Right and Wrong

We all know that 2 and 2 equals 4. We also know 5 times 3 is 15. Isn’t Maths simple? I wish life was that simple too. Consider a family of 4 – a father (55), a mother (48), a son (29) and a daughter (25) – in which, the father and the son plan on taking a housing loan to build a big house keeping in mind that bigger house attracts a better groom for the daughter, while the mother and the daughter plan on a smaller house with an earlier wedding keeping in mind the age and health of the daughter. The idea of the men delays the wedding plan, while the idea of the women reduces the chance of a wealthier groom. Would you say that healthier pregnancy is a better idea or wealthier family economy is a better idea? Of course, both are important in today’s life. Also, there is emotion apart from logic. More often, there is no clear line that separates what is right and what is wrong.

3 or 4
A common picture used to show that truth differs based on perceptions

In the above case, people from economically needy family would support the men’s views, while people with a prosperous background in terms of money, but poor in terms of health would support the women’s views. The concept of correctness depends on one’s past experiences, likes and dislikes, emotions, understanding of the situation, cultural background, genetics, etc. What seems like perfectly admissible to one person may seem like an insult to another. More to this, what seems justifiable to you today may seem unacceptable tomorrow. Haven’t we seen a lot of atheists becoming authentic theists in their later ages? Haven’t we seen narcissistic people become selfless? What appeared valuable yesterday appears unworthy today. What looks immoral today may look admirable tomorrow. Then, why do we show hostility towards people based on what we think is right now? Why do we judge people on their actions based on our opinions?
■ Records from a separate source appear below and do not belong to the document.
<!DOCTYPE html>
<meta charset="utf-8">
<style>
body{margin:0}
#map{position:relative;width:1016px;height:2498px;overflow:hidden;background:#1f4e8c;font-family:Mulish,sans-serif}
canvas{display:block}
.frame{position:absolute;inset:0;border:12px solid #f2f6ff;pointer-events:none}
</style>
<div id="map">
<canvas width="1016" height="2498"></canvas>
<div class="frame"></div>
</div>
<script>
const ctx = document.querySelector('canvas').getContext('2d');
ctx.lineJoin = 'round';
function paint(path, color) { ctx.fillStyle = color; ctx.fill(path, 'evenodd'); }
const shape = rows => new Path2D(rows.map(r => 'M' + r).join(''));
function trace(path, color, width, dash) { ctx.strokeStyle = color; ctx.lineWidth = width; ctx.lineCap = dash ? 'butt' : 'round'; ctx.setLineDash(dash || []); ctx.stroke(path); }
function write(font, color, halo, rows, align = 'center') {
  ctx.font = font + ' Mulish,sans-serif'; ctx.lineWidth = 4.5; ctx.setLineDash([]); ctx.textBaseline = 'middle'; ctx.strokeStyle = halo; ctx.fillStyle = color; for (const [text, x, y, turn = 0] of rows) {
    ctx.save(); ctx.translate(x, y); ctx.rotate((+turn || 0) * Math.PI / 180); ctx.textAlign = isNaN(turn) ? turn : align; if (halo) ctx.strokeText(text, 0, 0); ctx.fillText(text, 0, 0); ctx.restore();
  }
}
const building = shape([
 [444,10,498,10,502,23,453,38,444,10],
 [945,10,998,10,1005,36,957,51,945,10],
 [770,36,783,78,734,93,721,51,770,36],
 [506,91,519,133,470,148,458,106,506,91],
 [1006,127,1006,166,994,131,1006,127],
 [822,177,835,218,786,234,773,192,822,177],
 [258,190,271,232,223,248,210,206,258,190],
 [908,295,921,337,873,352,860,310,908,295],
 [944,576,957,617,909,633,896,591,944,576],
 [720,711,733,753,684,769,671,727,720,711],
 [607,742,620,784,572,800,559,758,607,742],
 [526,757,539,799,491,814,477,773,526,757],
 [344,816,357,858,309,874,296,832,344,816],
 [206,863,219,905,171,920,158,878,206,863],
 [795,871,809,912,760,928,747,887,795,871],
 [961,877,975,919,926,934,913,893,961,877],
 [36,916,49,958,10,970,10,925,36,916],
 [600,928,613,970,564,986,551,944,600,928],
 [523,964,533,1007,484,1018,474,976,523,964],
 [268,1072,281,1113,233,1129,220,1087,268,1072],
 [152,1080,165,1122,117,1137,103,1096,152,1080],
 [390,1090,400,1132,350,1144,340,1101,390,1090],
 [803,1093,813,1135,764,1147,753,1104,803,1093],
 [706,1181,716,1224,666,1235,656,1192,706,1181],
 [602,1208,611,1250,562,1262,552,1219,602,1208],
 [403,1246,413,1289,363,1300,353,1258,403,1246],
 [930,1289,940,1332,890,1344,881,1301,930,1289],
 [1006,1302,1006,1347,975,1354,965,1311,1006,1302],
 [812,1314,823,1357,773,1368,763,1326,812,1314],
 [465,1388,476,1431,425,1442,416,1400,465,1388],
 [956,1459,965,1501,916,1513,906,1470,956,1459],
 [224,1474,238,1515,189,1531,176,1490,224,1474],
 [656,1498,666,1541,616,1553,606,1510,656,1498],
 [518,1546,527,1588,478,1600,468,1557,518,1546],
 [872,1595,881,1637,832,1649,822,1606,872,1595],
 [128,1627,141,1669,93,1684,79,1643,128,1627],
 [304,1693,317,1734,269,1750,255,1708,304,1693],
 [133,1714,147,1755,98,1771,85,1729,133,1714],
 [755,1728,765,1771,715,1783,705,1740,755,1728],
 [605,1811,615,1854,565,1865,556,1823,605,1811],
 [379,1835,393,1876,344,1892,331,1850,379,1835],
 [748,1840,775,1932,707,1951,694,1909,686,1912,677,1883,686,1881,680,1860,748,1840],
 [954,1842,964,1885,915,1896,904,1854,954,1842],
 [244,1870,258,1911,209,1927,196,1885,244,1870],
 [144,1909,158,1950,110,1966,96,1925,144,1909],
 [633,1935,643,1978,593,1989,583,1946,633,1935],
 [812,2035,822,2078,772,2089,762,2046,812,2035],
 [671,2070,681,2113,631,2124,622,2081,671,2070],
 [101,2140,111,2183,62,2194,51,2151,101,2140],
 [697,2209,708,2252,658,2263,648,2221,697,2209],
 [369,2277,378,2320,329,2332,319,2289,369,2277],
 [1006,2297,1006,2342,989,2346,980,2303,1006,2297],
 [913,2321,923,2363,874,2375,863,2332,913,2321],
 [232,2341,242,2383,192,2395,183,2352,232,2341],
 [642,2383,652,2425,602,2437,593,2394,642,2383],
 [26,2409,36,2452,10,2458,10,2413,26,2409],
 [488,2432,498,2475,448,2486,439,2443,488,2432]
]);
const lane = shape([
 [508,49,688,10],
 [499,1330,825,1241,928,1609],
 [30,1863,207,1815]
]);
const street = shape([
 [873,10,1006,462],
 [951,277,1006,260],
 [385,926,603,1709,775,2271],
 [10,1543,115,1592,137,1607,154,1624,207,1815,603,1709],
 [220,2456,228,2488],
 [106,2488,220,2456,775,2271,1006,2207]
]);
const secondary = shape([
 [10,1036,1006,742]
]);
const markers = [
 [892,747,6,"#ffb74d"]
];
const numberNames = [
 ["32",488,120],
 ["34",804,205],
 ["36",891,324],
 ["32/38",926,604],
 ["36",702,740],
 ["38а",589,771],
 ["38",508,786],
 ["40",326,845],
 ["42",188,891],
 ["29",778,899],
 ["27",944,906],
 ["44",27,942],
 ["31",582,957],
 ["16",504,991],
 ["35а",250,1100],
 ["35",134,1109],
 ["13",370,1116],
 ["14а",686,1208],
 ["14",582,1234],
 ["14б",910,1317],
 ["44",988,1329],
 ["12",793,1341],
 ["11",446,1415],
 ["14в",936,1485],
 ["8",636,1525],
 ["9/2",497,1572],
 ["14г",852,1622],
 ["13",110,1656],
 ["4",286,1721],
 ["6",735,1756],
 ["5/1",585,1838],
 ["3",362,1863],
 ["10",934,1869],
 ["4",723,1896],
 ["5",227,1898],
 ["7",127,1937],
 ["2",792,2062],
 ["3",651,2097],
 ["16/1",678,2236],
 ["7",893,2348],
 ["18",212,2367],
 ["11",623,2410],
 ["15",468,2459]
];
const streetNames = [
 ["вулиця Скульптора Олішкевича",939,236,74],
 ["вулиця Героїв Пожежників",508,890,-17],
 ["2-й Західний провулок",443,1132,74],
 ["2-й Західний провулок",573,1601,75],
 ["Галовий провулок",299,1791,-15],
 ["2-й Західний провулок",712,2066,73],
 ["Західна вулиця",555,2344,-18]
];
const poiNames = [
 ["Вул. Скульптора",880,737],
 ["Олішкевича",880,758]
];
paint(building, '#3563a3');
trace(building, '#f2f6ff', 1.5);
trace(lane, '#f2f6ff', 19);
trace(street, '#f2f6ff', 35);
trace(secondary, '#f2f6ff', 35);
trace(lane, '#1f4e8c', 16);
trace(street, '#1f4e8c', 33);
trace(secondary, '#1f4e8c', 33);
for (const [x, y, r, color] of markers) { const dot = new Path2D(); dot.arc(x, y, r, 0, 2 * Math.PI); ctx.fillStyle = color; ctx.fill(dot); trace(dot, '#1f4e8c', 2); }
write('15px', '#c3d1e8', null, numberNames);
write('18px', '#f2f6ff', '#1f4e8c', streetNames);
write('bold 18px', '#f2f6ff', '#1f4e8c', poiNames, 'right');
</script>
Have you heard the story of two friends, one always listening to her parents and other never listening to hers? Let me narrate it to you. There were two girls who were very close friends and were also neighbours. One of them, let us call her Meena, always did what her parents said; she let her parents choose her clothing, her food, her education and even when she slept and when woke up. The other one, say Vasuki, believed in making her own decisions; she decided everything from what type of clothes she wore to what she studied at college. But when it came to marriage, Vasuki got married to a guy of her parents’ preference. When asked why, she said she enjoyed making little choices in her life, but as this one is a very important decision, she let her parents choose the best for her. While, Meena married a guy of her preference, she argued that she had let her parents make all the small decisions in her life to give them happiness, yet this one was so important that she determined to make it herself.

It is all how we see it. The fuzzy line between right and wrong is absolutely fuzzy. Let me quote some proverbs to instill more thinking in us.

1 Too many cooks spoil the broth Two heads are better than one
2 The pen is mightier than the sword Action speak louder than words
3 You can’t teach an old dog new tricks You’re never too old to learn
4 Blood is thicker than water Many kinfolk, few friends
5 He who hesitates is lost Look before you leap
6 Forewarned is forearmed Don’t cross the bridge until you come to it

A recent sensation, I observed via my Facebook Wall, was about Sandeep and Karthik getting married by the Indian Brahmin way. There were lots of bawdy comments directed towards the couple. My guess is not everyone really thinks this is unacceptable. Some people make such remarks just because they observe others doing it. While others may genuinely feel awful by the thought of it, I do not understand why we are so keen on forcing our opinions on the couple when they do not force theirs on us. Why do we not let them live the way they want to? Of course, a century ago, women were not allowed to go out of their house (even to schools), while now we see women working in night shifts. What was considered inadmissible is now considered normal. I’m sure the day, when we accept homosexual marriages, is not far. After all, they were accepted during Vedic times and there are gods who, as per the Vedas, have done same-sex marriages.

Sandeep and Karthik, who got married in Jan’15

My request to all the human beings is to not degrade people based on what we think is right now. Please be empathetic towards fellow human beings (and all other living organisms) and promote peace. Life is not digital logic. Things are not either 0 or 1; they fall somewhere between. Life is not as simple as Mathematics. Even Math has limitations. As we know, given x2 = 4, we can’t say for sure if x is +2 or -2. Or worse, we can’t guess what 4 divided by 0 leads to, or what infinity raised to power 0 is.